Synthetic jet actuation strategies for momentumless trailing edge wake

Abstract

Periodic addition of momentum employing a Trailing Edge Synthetic Jet Actuation (TESJA) to control the wake of a blunt trailing edge plate was investigated experimentally at Reynolds number Reh=U∞h/ν=7200, based on the trailing edge thickness, h. A pair of synthetic jets were symmetrically placed at the model base. Two-component PIV measurements were reported for natural wake and actuated wakes under different actuation strategies namely asymmetric actuation, symmetric synchronous dual-actuation, and out-of-phase dual-actuation. A pair of synthetic jets were symmetrically placed at the model base. Two positions of the TESJA on the model base (peripheral or central position) were also studied and discussed. The forcing was applied at a frequency of 0.75 the natural vortex shedding frequency, while a high momentum addition coefficient of up to 24% was applied to balance the momentum deficit and to accomplish a near momentumless state.
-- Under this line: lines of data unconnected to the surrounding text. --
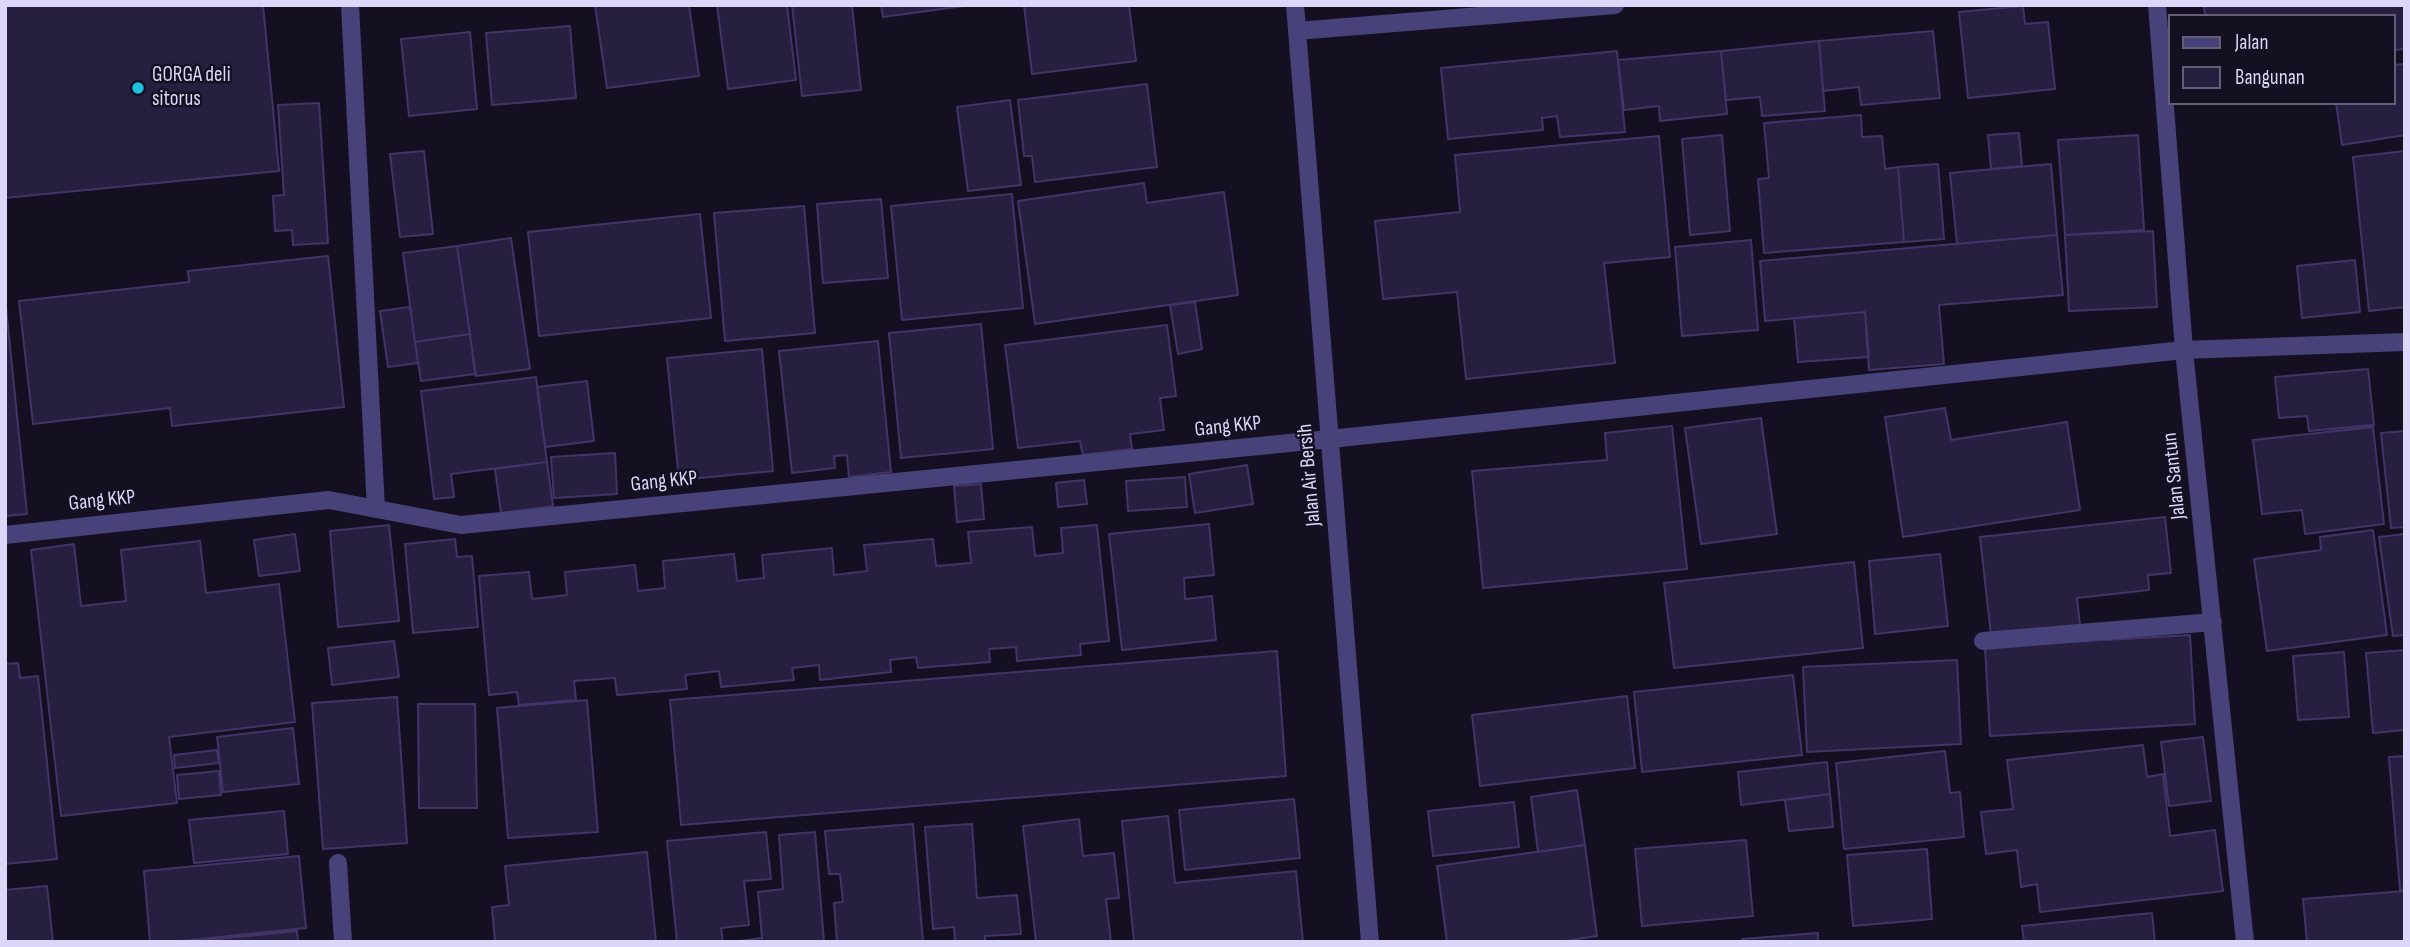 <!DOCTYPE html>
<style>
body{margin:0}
#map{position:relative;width:2410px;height:947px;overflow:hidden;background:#141021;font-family:"Sofia Sans Condensed",sans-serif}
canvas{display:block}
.frame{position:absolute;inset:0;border:7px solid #dcd6f9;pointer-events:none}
.legend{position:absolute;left:2168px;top:14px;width:228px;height:91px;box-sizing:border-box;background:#141021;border:2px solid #645f77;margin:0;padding:9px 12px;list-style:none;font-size:21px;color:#dcd6f9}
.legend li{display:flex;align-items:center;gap:14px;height:35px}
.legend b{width:35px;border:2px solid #645f77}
</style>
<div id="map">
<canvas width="2410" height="947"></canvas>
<div class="frame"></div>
<ul class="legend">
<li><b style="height:9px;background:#474279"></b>Jalan</li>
<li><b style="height:19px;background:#271f3f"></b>Bangunan</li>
</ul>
</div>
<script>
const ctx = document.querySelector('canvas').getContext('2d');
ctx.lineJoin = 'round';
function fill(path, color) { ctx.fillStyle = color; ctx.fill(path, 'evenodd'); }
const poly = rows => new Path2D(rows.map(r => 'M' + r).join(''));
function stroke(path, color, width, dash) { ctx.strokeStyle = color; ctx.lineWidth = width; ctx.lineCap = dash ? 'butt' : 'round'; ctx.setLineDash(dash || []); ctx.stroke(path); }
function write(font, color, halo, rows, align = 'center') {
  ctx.font = font + ' "Sofia Sans Condensed",sans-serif'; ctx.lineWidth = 5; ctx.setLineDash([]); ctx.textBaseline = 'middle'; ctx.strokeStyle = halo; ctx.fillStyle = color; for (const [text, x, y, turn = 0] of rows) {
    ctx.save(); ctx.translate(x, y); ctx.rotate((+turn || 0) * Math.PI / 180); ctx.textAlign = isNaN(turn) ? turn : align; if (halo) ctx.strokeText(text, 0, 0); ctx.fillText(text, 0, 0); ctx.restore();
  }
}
const building = poly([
 [5,5,263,5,279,171,5,198,5,5],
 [595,5,689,5,699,76,607,88,595,5],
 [717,5,787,5,796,80,728,89,717,5],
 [792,5,852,5,861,90,802,96,792,5],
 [881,5,971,5,883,17,881,5],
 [1024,5,1129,5,1136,61,1032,74,1024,5],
 [2204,5,2405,5,2405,49,2394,50,2394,16,2205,16,2204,5],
 [2023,6,2025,24,2048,22,2055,89,1968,98,1959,12,2023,6],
 [570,26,576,98,492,105,486,33,570,26],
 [1933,31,1940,98,1861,105,1859,87,1823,91,1819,41,1933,31],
 [470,32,477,109,409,116,401,39,470,32],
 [1819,41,1825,111,1762,116,1760,97,1726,100,1721,51,1819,41],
 [1617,51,1625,132,1560,137,1557,116,1542,118,1543,130,1448,139,1441,68,1617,51],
 [1721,51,1727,114,1660,121,1659,106,1624,110,1618,60,1721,51],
 [2405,64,2405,135,2342,145,2336,103,2394,103,2394,65,2405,64],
 [1147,84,1157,167,1035,182,1032,156,1024,156,1018,100,1147,84],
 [1010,100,1021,185,968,191,957,107,1010,100],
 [319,103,328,243,293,245,292,230,275,231,273,196,284,195,278,105,319,103],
 [1861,115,1862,137,1882,136,1885,169,1898,167,1904,242,1764,253,1758,179,1769,178,1764,123,1861,115],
 [2019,133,2022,166,1991,169,1988,135,2019,133],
 [1722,135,1730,231,1690,235,1682,139,1722,135],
 [2138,135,2144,230,2065,235,2058,140,2138,135],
 [1659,136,1670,257,1604,263,1615,363,1466,379,1457,292,1383,299,1375,221,1460,212,1455,155,1659,136],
 [424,151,433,234,400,237,390,154,424,151],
 [2405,151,2405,307,2369,311,2353,157,2405,151],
 [1938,164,1944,239,1904,242,1898,167,1938,164],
 [2051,164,2057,235,1957,244,1950,173,2051,164],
 [1144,183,1147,203,1224,192,1238,295,1035,324,1018,201,1144,183],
 [1012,194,1023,308,902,320,891,206,1012,194],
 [881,199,888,278,823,283,817,204,881,199],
 [804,206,815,333,725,341,714,213,804,206],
 [700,214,711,318,539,336,528,232,700,214],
 [2153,231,2157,307,2069,311,2065,235,2153,231],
 [2057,235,2063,295,1939,305,1944,364,1869,370,1865,312,1765,321,1760,261,2057,235],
 [511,238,530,369,476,376,457,246,511,238],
 [1751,240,1758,330,1682,336,1675,247,1751,240],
 [457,246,470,334,415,342,403,253,457,246],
 [328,256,344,407,172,426,170,408,33,424,19,301,189,282,188,271,328,256],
 [2355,260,2360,312,2302,318,2297,266,2355,260],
 [5,297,27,514,5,516,5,297],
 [1195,302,1202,349,1178,354,1170,305,1195,302],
 [410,307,418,363,388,367,380,311,410,307],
 [1865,312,1869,357,1798,362,1794,318,1865,312],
 [981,324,993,449,901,458,889,333,981,324],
 [1167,325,1176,396,1160,398,1164,430,1130,434,1132,449,1083,455,1080,441,1018,448,1005,345,1167,325],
 [470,334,475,374,421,381,415,342,470,334],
 [878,341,891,472,849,477,847,455,834,456,835,468,792,473,779,351,878,341],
 [762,349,773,471,679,480,667,358,762,349],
 [2368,369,2374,425,2309,431,2307,416,2279,418,2275,377,2368,369],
 [536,377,547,462,451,474,454,497,434,499,421,391,536,377],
 [587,381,594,441,545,447,537,387,587,381],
 [1945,408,1951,440,2067,422,2080,510,1903,537,1885,417,1945,408],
 [1761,418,1777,534,1701,544,1685,428,1761,418],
 [1672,426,1687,569,1483,588,1472,471,1607,460,1605,433,1672,426],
 [2373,427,2384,524,2305,534,2302,510,2262,514,2253,440,2373,427],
 [2405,431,2405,527,2391,528,2381,433,2405,431],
 [615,453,617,494,554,498,551,457,615,453],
 [547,462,553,506,501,513,495,469,547,462],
 [1247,465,1253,504,1195,513,1189,474,1247,465],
 [1185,477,1187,507,1128,511,1126,481,1185,477],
 [1084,480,1087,504,1058,507,1056,483,1084,480],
 [981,484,984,519,957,522,954,486,981,484],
 [2165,517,2171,573,2148,575,2149,590,2077,598,2080,625,1991,635,1980,537,2165,517],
 [1209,524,1214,575,1184,578,1185,599,1212,596,1216,640,1122,650,1109,534,1209,524],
 [389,525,399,621,338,627,330,531,389,525],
 [1097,525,1109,641,1080,644,1081,655,1017,661,1016,647,989,649,990,662,918,668,916,657,890,660,891,672,820,680,819,665,792,668,794,680,721,687,719,671,685,675,687,689,617,695,615,678,574,681,576,700,519,705,517,692,489,695,479,576,529,572,532,599,567,595,565,572,635,565,638,591,665,588,663,561,734,554,737,581,764,578,762,555,832,548,834,575,867,571,864,545,933,539,936,566,971,563,968,532,1032,527,1035,556,1063,553,1061,528,1097,525],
 [2373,530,2387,635,2267,651,2254,559,2321,550,2320,537,2373,530],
 [295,534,300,571,259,576,254,540,295,534],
 [2405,534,2405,635,2393,636,2379,537,2405,534],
 [455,539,457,557,472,556,478,627,413,633,405,544,455,539],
 [200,541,206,593,279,584,295,722,169,737,177,803,61,816,31,550,74,544,81,606,126,601,121,550,200,541],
 [1940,554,1948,626,1875,634,1869,561,1940,554],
 [1854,562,1863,648,1674,668,1664,583,1854,562],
 [2190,635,2195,724,1990,736,1985,647,2190,635],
 [394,641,399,677,332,685,328,648,394,641],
 [2405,650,2405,730,2373,733,2366,653,2405,650],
 [1277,651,1286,776,681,825,670,700,1277,651],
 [2344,652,2349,717,2298,720,2293,656,2344,652],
 [1957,660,1961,744,1807,752,1803,667,1957,660],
 [18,663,20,678,38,676,57,859,5,864,5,664,18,663],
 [1793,675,1802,755,1642,772,1634,692,1793,675],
 [1627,696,1635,768,1480,786,1472,715,1627,696],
 [397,697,407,843,323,849,312,703,397,697],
 [587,700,598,832,508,838,497,708,587,700],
 [418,704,475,704,477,808,419,808,418,704],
 [293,728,299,784,223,792,217,737,293,728],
 [2203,737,2211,801,2169,806,2161,742,2203,737],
 [2143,745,2147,777,2163,774,2170,836,2215,830,2223,891,2040,912,2037,884,2021,887,2017,850,1986,854,1981,812,2013,809,2007,760,2143,745],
 [217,750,219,763,175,768,174,755,217,750],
 [1945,751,1950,793,1960,792,1964,837,1844,849,1836,763,1945,751],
 [2405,756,2405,890,2400,890,2389,757,2405,756],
 [1827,762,1830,794,1741,805,1738,772,1827,762],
 [219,771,221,795,179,799,177,775,219,771],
 [1577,790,1585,845,1538,852,1531,797,1577,790],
 [1830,794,1833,827,1789,831,1785,800,1830,794],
 [1294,799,1300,858,1185,870,1179,810,1294,799],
 [1514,802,1519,847,1433,856,1428,811,1514,802],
 [284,811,288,854,194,863,189,820,284,811],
 [1168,816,1175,883,1296,871,1303,942,1134,942,1122,821,1168,816],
 [1079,819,1083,856,1114,853,1119,898,1106,899,1111,942,1036,942,1023,826,1079,819],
 [913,824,923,942,837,942,834,903,843,902,840,874,829,874,825,831,913,824],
 [972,824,977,898,1017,895,1021,934,985,936,985,942,955,942,954,927,933,929,925,827,972,824],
 [766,832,771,879,744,881,749,925,721,928,723,942,677,942,667,841,766,832],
 [815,832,824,942,732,942,762,938,758,892,783,889,779,835,815,832],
 [1746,840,1753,916,1642,926,1635,849,1746,840],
 [1585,845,1597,936,1558,942,1447,942,1437,866,1585,845],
 [1927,849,1932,919,1853,926,1847,855,1927,849],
 [647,852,656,942,495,942,492,907,509,905,505,866,647,852],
 [299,856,306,928,172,942,150,942,144,871,299,856],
 [47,886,53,942,5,942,5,890,47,886],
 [2405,891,2405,942,2307,942,2303,899,2405,891],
 [2152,913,2155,942,2024,942,2022,926,2152,913],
 [297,931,298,942,188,942,297,931],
 [1818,933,1818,942,1742,942,1742,939,1818,933]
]);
fill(building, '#271f3f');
stroke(building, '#423468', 2);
stroke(poly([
 [350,5,376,509],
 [1295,5,1370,942],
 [2157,5,2184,350,2245,942],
 [1297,31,1615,5],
 [5,535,329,500,461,525,1330,439,2184,350,2405,342],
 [1983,641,2213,622],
 [338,863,343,942]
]), '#474279', 18);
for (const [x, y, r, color] of [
 [138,88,7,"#1ebedd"]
]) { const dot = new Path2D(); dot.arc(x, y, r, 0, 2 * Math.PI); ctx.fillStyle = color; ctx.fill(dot); stroke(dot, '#141021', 2.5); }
write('21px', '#dcd6f9', '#141021', [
 ["GORGA deli",152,76],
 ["sitorus",152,100]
], 'left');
write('21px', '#dcd6f9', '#141021', [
 ["Gang KKP",1228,427,-6],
 ["Jalan Air Bersih",1310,475,-95],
 ["Jalan Santun",2175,476,-96],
 ["Gang KKP",664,482,-6],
 ["Gang KKP",102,501,-6]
]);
</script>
The measurements revealed that the application of TESJA reduced the extent of the separation bubble and redistributed energy among the Reynolds stresses. A perfect lock-in of vortex shedding in the wake was achieved. The actuation efficiency depended on both the applied control strategy and the actuators' positions. Forcing was found to be most effective in achieving a near momentumless state when applied at base model extremities (peripheral configuration) to permit the interaction of synthetic jet with the neighbouring shear layers and a large entrainment. The above strategies and positions led generally to three actuated wake states: (1) vortex pair shedding vectoring for asymmetric forcing, (2) symmetric vortex shedding under in-phase synchronous forcing, and (3) alternate vortex shedding with increased vorticity and turbulence, combined with a large momentum addition when out-of-phase forcing was applied.